Hegde et al.[24] have compared the results obtained after apical resection with a laser and with carbide burs. After SEM was made, the authors reported areas with microgaps potential for apical microleakage after the already performed apical resection. Laser cutting leads to the sealing of dentinal tubules as well as the presence of a smaller amount of contaminant layer compared to bur resection. The authors observed roughness and unevenness at high magnification. The traction of the gutta-percha during laser resection is taken into account as well. Our study has yielded similar results.

There is evidence in the literature that the use of MTA leads to regeneration processes rather than to repair in periapical tissues.[25] The in vivo studies of some authors indicate that retrograde obturation with MTA achieves osteoinductive effects on periapical tissues, which in turn leads to the formation of new bone, root cementum and periodontal ligament.[26] Fridland et al.[27] reported the release of hydroxide ions and presence of high pH in the medium, indicating the bactericidal effect of MTA on microorganisms in the periapical environment.

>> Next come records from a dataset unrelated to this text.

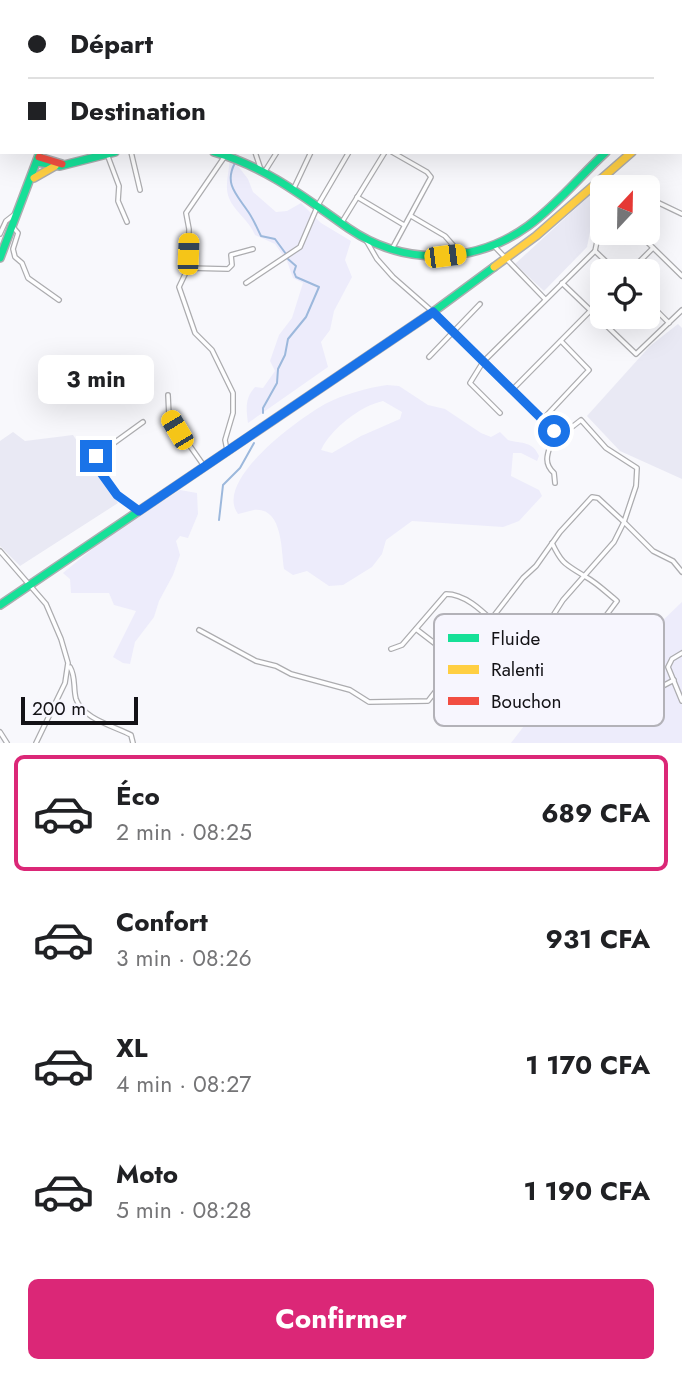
<!DOCTYPE html>
<html lang="fr">
<meta charset="utf-8">
<style>
body{margin:0;font-family:Jost,sans-serif;background:#f2f2f2;color:#202124;height:100vh;display:flex;flex-direction:column;font-size:26px;white-space:nowrap}
*{box-sizing:border-box;margin:0}
p{font-size:23px;color:#757577}
.icon{flex:none;width:38px;height:38px;fill:none;stroke:currentColor;stroke-width:2;stroke-linecap:round;stroke-linejoin:round}
.map{position:relative;height:743px;overflow:hidden}
.side{display:flex;flex-direction:column;background:#fff;flex:1}
.side>*{flex:none}
.banner{position:absolute;left:0px;top:0px;width:682px;height:154px;box-shadow:0 7px 28px #0002;display:grid;align-content:center;height:154px;padding:0 28px;background:#fff}
.needle{width:46px;rotate:22deg}
.tools{position:absolute;left:590px;top:175px;display:grid;gap:14px}
.tools a{display:grid;place-items:center;width:70px;height:70px;border-radius:10px;background:#fff;box-shadow:0 7px 28px #0002;font-size:35px}
.scale{position:absolute;left:21px;bottom:18px;width:117px;box-sizing:border-box;padding-left:7px;border:4px solid #131216;border-top:0;font-size:19px;line-height:24px;white-space:nowrap;color:#131216;-webkit-text-stroke:5px #f7f6fe;paint-order:stroke}
.end{position:absolute;width:32px;height:32px;margin:-16px;border:9px solid #1a73e8;background:#fff;box-shadow:0 0 0 4px #fff}
.from{border-radius:50%}
.bubble{position:absolute;height:49px;border-radius:10px;background:#fff;box-shadow:0 7px 28px #0002;font-size:23px;font-weight:700;line-height:49px;text-align:center}
.car{position:absolute;width:21px;height:42px;margin:-21px -10px;border-radius:9px;box-shadow:0 0 5px 2px #0007;background:linear-gradient(#f5c518 24%,#345 0 40%,#f5c518 0 76%,#345 0 86%,#f5c518 0)}
.banner b{display:flex;align-items:center;gap:24px;height:66px;font-size:26px}
.banner b+b{border-top:2px solid #e0e0e0}
.banner i{width:18px;height:18px;background:#202124}
ul{padding:12px 0 0;list-style:none}
li{display:flex;align-items:center;gap:21px;height:116px;margin:0 14px 10px;padding:0 14px;border:4px solid transparent;border-radius:10px}
li div{flex:1}
li b{display:block;font-size:26px}
li em{font-style:normal;font-weight:700}
li.active{border-color:#db2777}
li>.icon{width:63px;height:63px;stroke-width:1.5}
.primary-button{display:flex;gap:14px;margin-top:auto;padding:14px 28px}
.primary-button a{flex:1;height:80px;border-radius:10px;background:#db2777;color:#fff;font-size:28px;font-weight:700;line-height:80px;text-align:center}
.map>svg:first-child{display:block}
</style>
<div class="map">
<svg width="682" height="743" viewBox="0 0 682 743">
<rect width="100%" height="100%" fill="#f8f8fc"/>
<g fill="#e9e9f4">
<path d="M599 187 587 247 544 291 515 264Z"/>
<path d="M678 324 682 328V479L620 451 587 416 650 346Z"/>
<path d="M13 432 25 441 73 435 118 503 20 566 0 546V441Z"/>
</g>
<g fill="#edecfb" fill-rule="evenodd">
<path d="M229 152H239L238 166 248 179 253 192 276 212 287 211 301 203 321 223 351 241 345 260 352 277 334 311 330 330 321 342 328 367 248 423C246 408 245 398 255 387L263 388 275 371 270 361 279 335 292 318 303 283 293 278 287 261 275 244 255 235C248 219 234 211 229 198 223 183 232 167 229 152Z"/>
<path d="M387 385 399 386 428 405 445 409 481 433 491 437 500 432 508 440C522 444 533 441 539 456L537 461 521 453H513L511 476 539 490 542 496 519 521 503 527 412 521 386 540 382 554 372 567 343 585 329 586 307 571 293 575 284 569C281 550 283 507 254 510 249 511 243 513 238 514 213 480 300 418 325 404 344 394 367 388 387 385ZM383 401 402 412 400 419 361 436 332 453 321 450C331 429 360 406 383 401Z"/>
<path d="M180 490 197 493 198 514 188 538 180 536 176 541 180 555 173 575 159 601 154 617 135 642 130 664 123 663 113 657 136 611 114 605 109 593H71L70 579 63 573 108 536Z"/>
<path d="M682 602V743H511L534 713 558 721Z"/>
</g>
<g fill="none" stroke-linecap="round" stroke-linejoin="round">
<g stroke="#9cb8dc" stroke-width="2">
<path d="M235 163C224 183 236 194 247 210 253 218 257 228 261 236L275 239 286 254"/>
<path d="M263 413V408L277 383 278 369 285 355 288 339 306 317 319 287 296 277 294 272 296 266 288 259"/>
<path d="M219 520 223 485 240 468 254 443"/>
</g>
<g stroke="#acacaf" stroke-width="6">
<g id="street">
<path d="M213 0V2"/>
<path d="M334 2 335 0"/>
<path d="M366 2 367 0"/>
<path d="M681 36 682 39"/>
<path d="M131 152 140 190"/>
<path d="M255 152 260 167"/>
<path d="M107 154 119 186 118 201 127 222"/>
<path d="M225 156 186 213 189 229 188 268 179 287 195 333 212 350 233 393V413L225 440 227 450"/>
<path d="M265 171 277 152"/>
<path d="M294 188 311 152"/>
<path d="M648 192 659 203 682 214"/>
<path d="M357 197 404 225"/>
<path d="M411 216 445 236 460 253"/>
<path d="M342 222 385 152"/>
<path d="M13 227 18 233 13 249 15 257 22 263 28 278 59 300"/>
<path d="M638 233 682 276"/>
<path d="M0 234 6 221 15 214"/>
<path d="M366 240 377 259 393 277 433 312 554 431C553 446 539 460 554 473L555 483"/>
<path d="M494 246 545 299"/>
<path d="M392 249 431 177 427 172 392 152"/>
<path d="M595 251 616 271"/>
<path d="M188 268 228 269 232 265 231 255 253 249"/>
<path d="M630 271 653 248"/>
<path d="M246 283 300 247 318 205 349 152"/>
<path d="M562 283 636 354 682 310"/>
<path d="M648 302 669 323"/>
<path d="M429 357 480 304"/>
<path d="M512 390 602 299"/>
<path d="M168 395 169 416 204 466"/>
<path d="M500 413 470 383 483 362 595 251 602 217"/>
<path d="M543 419 589 370 561 341"/>
<path d="M138 510 117 495 94 461 96 456 143 422"/>
<path d="M0 551 46 604 61 639 68 663 65 683 36 743"/>
<path d="M416 629 459 662"/>
<path d="M199 630 256 661 276 666 291 674 350 690 369 702 428 701 523 578 536 566 560 532 592 497 598 498 624 522 636 486 637 468 606 448 581 420 563 434 555 435"/>
<path d="M391 649 402 645 446 594C470 594 490 620 507 634 514 640 523 644 531 650L563 600 614 542 624 522 653 551 673 561 682 572"/>
<path d="M531 650 564 672"/>
<path d="M682 653 672 659 668 667 682 701"/>
<path d="M70 667C76 677 73 688 76 699 83 719 114 726 131 735L133 743"/>
<path d="M536 709 617 601C607 593 597 583 586 577 566 564 563 566 552 543"/>
<path d="M612 713 674 680"/>
<path d="M0 732 7 743"/>
</g>
</g>
<g stroke="#acacaf" stroke-width="10">
<g id="fast">
<path d="M96 0V2"/>
<path d="M681 109 682 108"/>
<path d="M214 152C266 167 304 197 348 228 403 266 474 265 528 226 557 205 580 176 606 152"/>
<path d="M37 162 60 166 115 152"/>
<path d="M0 258 40 152"/>
<path d="M0 605 433 312 494 267"/>
</g>
</g>
<g stroke="#acacaf" stroke-width="10">
<g id="slow">
<path d="M34 178 55 166"/>
<path d="M494 267 536 236 632 152"/>
</g>
</g>
<g stroke="#acacaf" stroke-width="10">
<path id="jam" d="M39 157 62 164"/>
</g>
<use href="#street" stroke="#fefeff" stroke-width="3.5"/>
<use href="#fast" stroke="#16e098" stroke-width="7"/>
<use href="#slow" stroke="#ffcf43" stroke-width="7"/>
<use href="#jam" stroke="#f24e42" stroke-width="7"/>
</g>
<g fill="none" stroke-linecap="round" stroke-linejoin="round">
<path stroke="#1a73e8" stroke-width="9" d="M96 456 94 463 117 495 139 511 433 312 554 431"/>
</g>
<rect x="434" y="614" width="230" height="112" rx="10" fill="#f7f6fe" stroke="#b3b2b8" stroke-width="2"/>
<rect x="448" y="634" width="31" height="8" fill="#16e098"/>
<rect x="448" y="665" width="31" height="9" fill="#ffcf43"/>
<rect x="448" y="697" width="31" height="8" fill="#f24e42"/>
<g font-size="19" fill="#131216">
<text x="491" y="645">Fluide</text>
<text x="491" y="676">Ralenti</text>
<text x="491" y="708">Bouchon</text>
</g>
</svg>
<div class="tools">
<a><svg class="needle" viewBox="-14 -14 28 28"><path d="M0-13l5 13h-10z" fill="#e53935"/><path d="M0 13l5-13h-10z" fill="#757577"/></svg></a>
<a><svg class="icon" aria-label="locate" viewBox="0 0 24 24"><circle cx="12" cy="12" r="6"/><path d="M12 2v4M12 18v4M2 12h4M18 12h4"/></svg></a>
</div>
<div class="scale">200 m</div>
<i class="end from" style="left:554px;top:431px"></i>
<i class="end" style="left:96px;top:456px"></i>
<div class="bubble" style="left:38px;top:355px;width:116px">3 min</div>
<i class="car" style="left:188px;top:254px;rotate:2deg"></i>
<i class="car" style="left:445px;top:256px;rotate:83deg"></i>
<i class="car" style="left:177px;top:430px;rotate:329deg"></i>
<div class="banner">
<b><i class="from"></i>Départ</b>
<b><i></i>Destination</b>
</div>
</div>
<section class="side">
<ul>
<li class="active"><svg class="icon" aria-label="car" viewBox="0 0 24 24"><path d="M5 17H2v-5l4-1 3-4h7l3 4 3 1v5h-3M9 17h6M6 11h13"/><circle cx="7" cy="17" r="2"/><circle cx="17" cy="17" r="2"/></svg><div><b>Éco</b><p>2 min · 08:25</p></div><em>689 CFA</em></li>
<li><svg class="icon" aria-label="car" viewBox="0 0 24 24"><path d="M5 17H2v-5l4-1 3-4h7l3 4 3 1v5h-3M9 17h6M6 11h13"/><circle cx="7" cy="17" r="2"/><circle cx="17" cy="17" r="2"/></svg><div><b>Confort</b><p>3 min · 08:26</p></div><em>931 CFA</em></li>
<li><svg class="icon" aria-label="car" viewBox="0 0 24 24"><path d="M5 17H2v-5l4-1 3-4h7l3 4 3 1v5h-3M9 17h6M6 11h13"/><circle cx="7" cy="17" r="2"/><circle cx="17" cy="17" r="2"/></svg><div><b>XL</b><p>4 min · 08:27</p></div><em>1 170 CFA</em></li>
<li><svg class="icon" aria-label="car" viewBox="0 0 24 24"><path d="M5 17H2v-5l4-1 3-4h7l3 4 3 1v5h-3M9 17h6M6 11h13"/><circle cx="7" cy="17" r="2"/><circle cx="17" cy="17" r="2"/></svg><div><b>Moto</b><p>5 min · 08:28</p></div><em>1 190 CFA</em></li>
</ul>
<div class="primary-button"><a>Confirmer</a></div>
</section>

Over the years the marginal adaptation of various materials used for retrograde sealing has been studied. The microgap between the dentinal walls and dental amalgam studied by Moodnik et al.[28] is in the range of 6-150 µm. Torabinejad et al.[29] have proved marginal adaptation in MTA to be the best compared to dental amalgam, IRM and EVA cement. Soundappan et al.[30] examined the marginal adaptation after cavity preparation of 1 mm and 2 mm in depth. The authors suppose that a 3-mm-deep cavity may compromise the relation between the retrograde obturation material and the gutta-percha. However, MTA excels IRM and Biodentine in a 2-mm cavity and such MTA superiority coincides with the results reported by Torabinejad. In cases of a 2-mm retrograde cavity, they have shown that MTA (0.79±0.20 µm) is superior to IRM and Biodentine (1.44±0.36 µm). In this study, the depth of the cavity was 3 mm, which brings about effective root sealing and leakage prevention.

Conclusions

In the present study, MTA and Biodentine have shown good sealing capabilities after apical resection. Biodentine showed better marginal adaptation when resecting the root apex using a turbine bur. Er:YAG laser-assisted apicectomy showed sealing of the open dentinal tubules around the resected root surface.

Funding

The study was funded by a grant from the Medical University of Sofia, contract No. 45/2015.

Conflict of Interests

The authors have declared that there is no conflict of interests regarding the publication of this article.